‘Rise of Domestic Terrorism’ is What Happens When We ‘Weaken National Identity’
(CNSNews.com) -- Weakening national identity by emphasizing ethnic groups leads to an increase in domestic terrorism, Heritage Foundation senior fellow Mike Gonzalez stated at an event in Washington last week.
“I believe national identity is the number one issue throughout the West. It is related to terrorists here in the homeland,” he said. "But the question of national identity is much greater.
“The rise in domestic terrorism is but one of the problems that we get into when we weaken national identity and emphasize group rights,” Gonzalez said during a discussion panel hosted by the Heritage Foundation on Thursday entitled “Defeating Islamism in Britain: Assessing David Cameron’s Approach.”
"Elites on both sides of the Atlantic have for the past 30 years carried out a sustained attack on all our institutions, all our traditions. They have deemphasized loyalty to the nation-state and have emphasized loyalty to the ethnic group.
"And they have all too often followed the radical strategy and the dangerous strategy of using immigrants to change demography,” Gonzalez pointed out.
Gonzalez referenced two domestic terrorists: Boston Marathon bomber Dzhokhar Tsarnaev, who has been sentenced to death for the crime, and San Bernardino mass murderer Syed Farook, who was killed along with his wife in a shootout with police.
Tsarnaev, an ethnic Chechen, was born in Russia and emigrated to the U.S. with his parents and older brother and terror co-conspirator, Tamerlan Tsarnaev, when the two were still children.
Farook was born in Chicago to Pakistani immigrant parents. All three homegrown terrorists were raised in the Islamic faith.
“Neither one of these two [Dzokhar Tsarnaev and Farook] were taught to love America,” Gonzalez asserted. “They were not taught the things that were taught back when we had the Ellis Islanders, back when we had the immigration surge of the mid-19th century,” Gonzalez said.
“We knew how to do this. We used to do this really well. We had a model and we abandoned the model.”
Gonzalez told CNSNews.com that “there was always an assimilationist push that came out from authorities. In the 19th century, we had the common schools that not only taught writing and arithmetic, but also taught American values.”
He said that during the 1890s and into the early 1900s, both Democratic and Republican politicians openly advocated for the assimilation of Ellis Island immigrants, stressing how important it was for these new Americans to embrace their adopted country and learn American civic values.
“I think we’ve always had that, and sadly we have deemphasized that in the last few decades,” Gonzalez said.
In teaching immigrant children and the children of immigrants, “we need to find a right balance,” he continued. “How to honor the land of their ancestors and how to love their new country and have a patriotic love of their new country.”
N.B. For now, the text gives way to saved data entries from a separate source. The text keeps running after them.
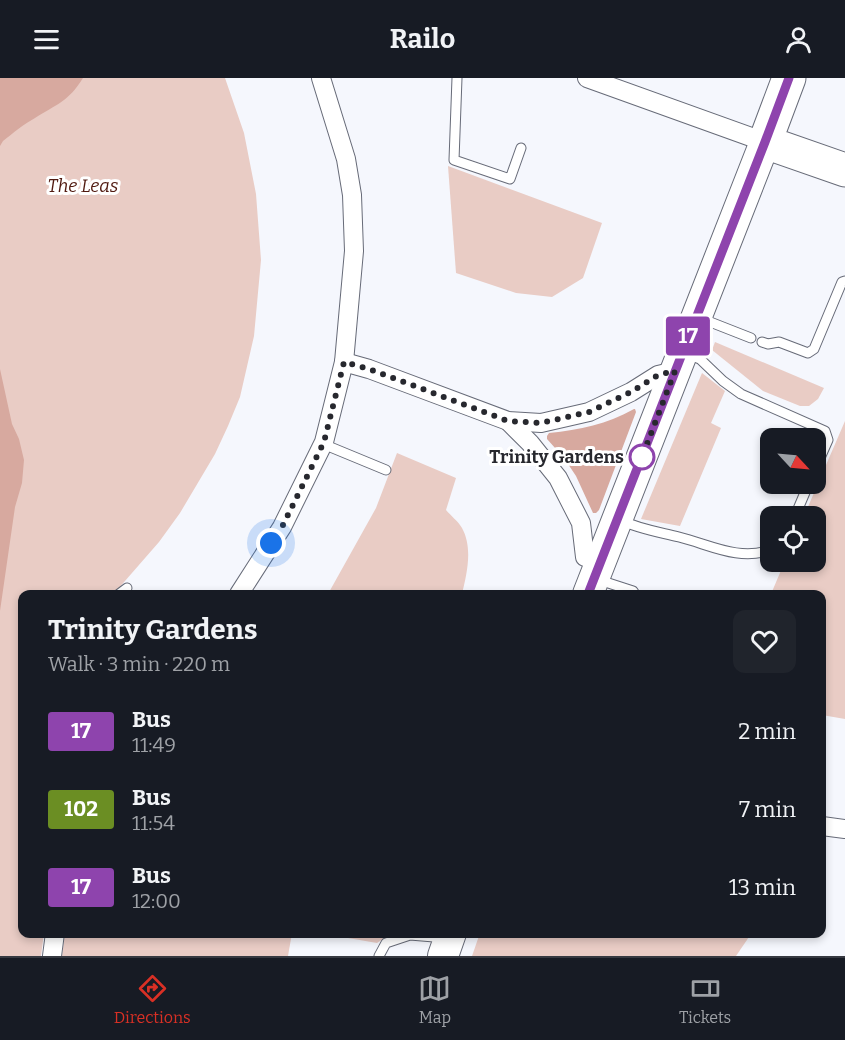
<!DOCTYPE html>
<html lang="en">
<head>
<meta charset="utf-8">
<style>
  body { margin:0; font-family:Bitter,serif; background:#20242c; color:#f1f3f6; height:100vh; display:flex; flex-direction:column; font-size:22px; white-space:nowrap }
  * { box-sizing:border-box; margin:0 }
  p { font-size:20px; color:#9ea1a6 }
  .icon { flex:none; width:33px; height:33px; fill:none; stroke:currentColor; stroke-width:2; stroke-linecap:round; stroke-linejoin:round }
  .map { position:relative; flex:1; overflow:hidden }
  .side { position:absolute; left:18px; top:512px; width:808px; height:348px; display:flex; flex-direction:column; background:#171b24; border-radius:12px; box-shadow:0 3px 9px #0003 }
  .side>* { flex:none }
  .badge { padding:0 12px; border-radius:4px; font-size:21px; line-height:39px }
  .needle { width:39px; rotate:116deg }
  .tools { position:absolute; left:760px; top:350px; display:grid; gap:12px }
  .tools a { display:grid; place-items:center; width:66px; height:66px; border-radius:12px; background:#171b24; box-shadow:0 3px 9px #0003; font-size:30px }
  .you { position:absolute; width:30px; height:30px; margin:-15px; border:4px solid #fff; border-radius:50%; background:#1a73e8; box-shadow:0 0 0 9px #1a73e833 }
  .map>.badge { position:absolute; translate:-50% -50%; box-shadow:0 0 0 3px #fff }
  .round { display:grid; place-items:center; flex:none; width:63px; height:63px; border-radius:12px; background:#20242c }
  .summary { display:flex; align-items:center; justify-content:space-between; height:102px; padding:0 30px }
  h1 { font-size:28px; font-weight:700; line-height:45px }
  ul { padding:0; list-style:none }
  li { display:flex; align-items:center; gap:18px; height:78px; padding:0 30px }
  li div { flex:1 }
  li b { display:block; font-size:22px }
  li em { font-style:normal }
  li .badge { min-width:66px; font-weight:700; text-align:center }
  header { display:flex; justify-content:space-between; align-items:center; height:78px; padding:0 30px; background:#171b24; font-size:27px; font-weight:700 }
  .tab-bar { display:flex; justify-content:space-around; align-items:center; height:84px; border-top:2px solid #363941; background:#171b24; font-size:16px; color:#9ea1a6 }
  .tab-bar a { display:grid; justify-items:center; gap:3px }
  .tab-bar .on { color:#d93025 }
  .map>svg:first-child { display:block }
  .green { fill:#e9ccc5 }
  .forest { fill:#d7a99f }
  .lines { fill:none; stroke-linecap:round; stroke-linejoin:round }
  .lane-casing { stroke:#676b78; stroke-width:11 }
  .street-casing { stroke:#676b78; stroke-width:20 }
  .primary-casing { stroke:#676b78; stroke-width:32 }
  .highway-casing { stroke:#676b78; stroke-width:35 }
  .lane { stroke:#fff; stroke-width:9 }
  .street { stroke:#fff; stroke-width:18 }
  .primary { stroke:#fff; stroke-width:30 }
  .highway { stroke:#fff; stroke-width:33 }
  .line-casing { stroke:#fff; stroke-width:14 }
  .line { stroke:#8e44ad; stroke-width:9 }
  .walk { stroke:#27282e; stroke-width:6; stroke-dasharray:0 10.8 }
  .stop-dot { fill:#fff; stroke:#8e44ad; stroke-width:3 }
  .labels { text-anchor:middle; dominant-baseline:central; stroke-width:6; stroke-linejoin:round; paint-order:stroke }
  .park-label { font-size:18px; font-style:italic; fill:#50190f; stroke:#fff }
  .stop-label { font-size:18px; font-weight:bold; fill:#27282e; stroke:#fff; text-anchor:end }
</style>
</head>
<body>
<header><svg class="icon" aria-label="menu" viewBox="0 0 24 24"><path d="M4 6h16M4 12h16M4 18h16"/></svg>Railo<svg class="icon" aria-label="person" viewBox="0 0 24 24"><circle cx="12" cy="8" r="4"/><path d="M4 21q1-7 8-7t8 7"/></svg></header>
<div class="map">
<svg width="845" height="878" viewBox="0 0 845 878">
  <rect width="100%" height="100%" fill="#f5f7fd"/>
  <!-- green -->
  <g class="green">
    <path d="M0,0H225L244,55L256,116L261,182L254,258L240,319L228,348L215,376L180,435L159,464L118,511L112,516H22V855H44L41,878H0Z"/>
    <path d="M448,88L602,145L583,200L552,219L516,215L456,195Z"/>
    <path d="M715,264L824,310L818,321L809,328H800L763,313L712,272Z"/>
    <path d="M702,295L725,313L711,345L721,350L680,448L641,441Z"/>
    <path d="M845,343V641L822,637V516H771L785,483H816V438H804Z"/>
    <path d="M397,375L456,400L446,432C451,438 458,443 462,450C473,470 467,495 462,516H328L376,430Z"/>
    <path d="M65,855H292L288,878H62Z"/>
    <path d="M319,855H392L377,865Z"/>
    <path d="M480,855H751V856L736,878H472Z"/>
  </g>
  <!-- forest -->
  <g class="forest">
    <path d="M0,0H83C68,24 57,26 35,40C24,46 13,55 3,63L0,68Z"/>
    <path d="M0,291L12,346L19,361L24,382L22,405L15,429L0,533Z"/>
    <path d="M634,331H635L636,334L599,432L596,435H593L576,398L564,380L547,361V358L549,355C580,352 607,346 634,331Z"/>
  </g>
  <g class="lines">
    <defs>
      <g id="lane">
        <path d="M457,0L454,82L510,101L521,70"/>
        <path d="M700,240L751,260"/>
        <path d="M762,264L768,266L779,264L808,275L814,271L842,204L845,203"/>
        <path d="M687,276L700,281L723,303L741,316L825,353L828,362L816,389"/>
        <path d="M323,366L386,392"/>
        <path d="M795,438L809,405"/>
        <path d="M620,442C639,451 659,454 679,459C711,467 738,483 771,472"/>
        <path d="M596,501L633,513L635,516"/>
        <path d="M119,516L127,510"/>
        <path d="M379,878L386,865L410,857L446,860"/>
      </g>
      <g id="street">
        <path d="M587,0L765,64"/>
        <path d="M344,284L369,291L508,343L541,345L589,334L631,314L658,297L675,293"/>
        <path d="M508,343L530,365L558,400L581,445L585,479L600,485"/>
        <path d="M239,516L282,449L324,364L344,284L354,173L352,117L346,81L321,0"/>
        <path d="M822,748L845,751"/>
        <path d="M52,878L55,855"/>
      </g>
      <g id="primary">
        <path d="M588,516L765,64"/>
        <path d="M443,878L451,855"/>
      </g>
      <path id="highway" d="M789,0L765,64L845,92"/>
    </defs>
    <!-- lane casing -->
    <use href="#lane" class="lane-casing"/>
    <!-- street casing -->
    <use href="#street" class="street-casing"/>
    <!-- primary casing -->
    <use href="#primary" class="primary-casing"/>
    <!-- highway casing -->
    <use href="#highway" class="highway-casing"/>
    <!-- lane -->
    <use href="#lane" class="lane"/>
    <!-- street -->
    <use href="#street" class="street"/>
    <!-- primary -->
    <use href="#primary" class="primary"/>
    <!-- highway -->
    <use href="#highway" class="highway"/>
  </g>
  <g class="lines">
    <defs>
      <path id="line" d="M588,516L765,64L789,0"/>
    </defs>
    <!-- line casing -->
    <use href="#line" class="line-casing"/>
    <!-- line -->
    <use href="#line" class="line"/>
    <!-- walk -->
    <path class="walk" d="M271,465L282,449L324,364L344,284L369,291L508,343L541,345L589,334L631,314L658,297L675,293L642,379"/>
  </g>
  <!-- markers -->
  <circle class="stop-dot" cx="642" cy="379" r="12"/>
  <g class="labels">
    <!-- park labels -->
    <g class="park-label">
      <text x="83" y="108">The Leas</text>
    </g>
    <!-- stop labels -->
    <g class="stop-label">
      <text x="624" y="379">Trinity Gardens</text>
    </g>
  </g>
</svg>
<div class="tools">
<a><svg class="needle" viewBox="-14 -14 28 28"><path d="M0-13l5 13h-10z" fill="#e53935"/><path d="M0 13l5-13h-10z" fill="#9ea1a6"/></svg></a>
<a><svg class="icon" aria-label="locate" viewBox="0 0 24 24"><circle cx="12" cy="12" r="6"/><path d="M12 2v4M12 18v4M2 12h4M18 12h4"/></svg></a>
</div>
<div class="you" style="left:271px;top:465px"></div>
<b class="badge" style="left:688px;top:258px;background:#8e44ad;color:#fff">17</b>
<section class="side">
<div class="summary"><div><h1>Trinity Gardens</h1><p>Walk · 3 min · 220 m</p></div><a class="round"><svg class="icon" aria-label="heart" viewBox="0 0 24 24"><path d="M12 20l-8-8c-3-5 5-10 8-4 3-6 11-1 8 4z"/></svg></a></div>
<ul>
<li><span class="badge" style="background:#8e44ad;color:#fff">17</span><div><b>Bus</b><p>11:49</p></div><em>2 min</em></li>
<li><span class="badge" style="background:#6b8e23;color:#fff">102</span><div><b>Bus</b><p>11:54</p></div><em>7 min</em></li>
<li><span class="badge" style="background:#8e44ad;color:#fff">17</span><div><b>Bus</b><p>12:00</p></div><em>13 min</em></li>
</ul>
</section>
</div>
<nav class="tab-bar">
<a class="on"><svg class="icon" aria-label="directions" viewBox="0 0 24 24"><path d="M12 3l9 9-9 9-9-9zM9 14v-3h6M13 9l2 2-2 2"/></svg>Directions</a>
<a><svg class="icon" aria-label="map" viewBox="0 0 24 24"><path d="M3 6l6-2 6 2 6-2v14l-6 2-6-2-6 2zM9 4v14M15 6v14"/></svg>Map</a>
<a><svg class="icon" aria-label="tickets" viewBox="0 0 24 24"><path d="M3 7h18v10H3zM15 7v10"/></svg>Tickets</a>
</nav>
</body>
</html>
Gonzalez, who writes commentary for the Daily Signal and has also authored A Race for the Future: How Conservatives Can Break the Liberal Monopoly on Hispanic Americans, laid blame for the current lack of assimilation on the heads of government officials in both the United States and Europe.
The United States government “systematically divided the country into ethnic groups back in the `80s when the bureaucracy and the academics created out of whole cloth in some way five officially recognized groups: African Americans, Hispanics, whites, Native Americans and Asians.
“Membership in these groups are a factor considered in the most important issues of our lives, actually — university admissions, who gets hired, who receives a contract, who gets promoted,” Gonzalez pointed out.
“We can stop the Census Bureau from forcing us to [check] boxes and dividing us into groups. Obviously, affirmative action is a way that induces people to divide into groups because you get benefits if you divide into groups,” he told CNSNews.com.
Citing the writings of Martin Jay, a history professor at University of California, Berkeley, Gonzalez argued that “the Left created these groups to amass power.”
He said Jay has written about how proponents of traditional Marxism in the 1960s realized that most working class voters in America rejected the narrative required for the success of their Marxist agenda. So they shifted their focus to groups with perceived grievances, such as “students, blacks and other minority groups.”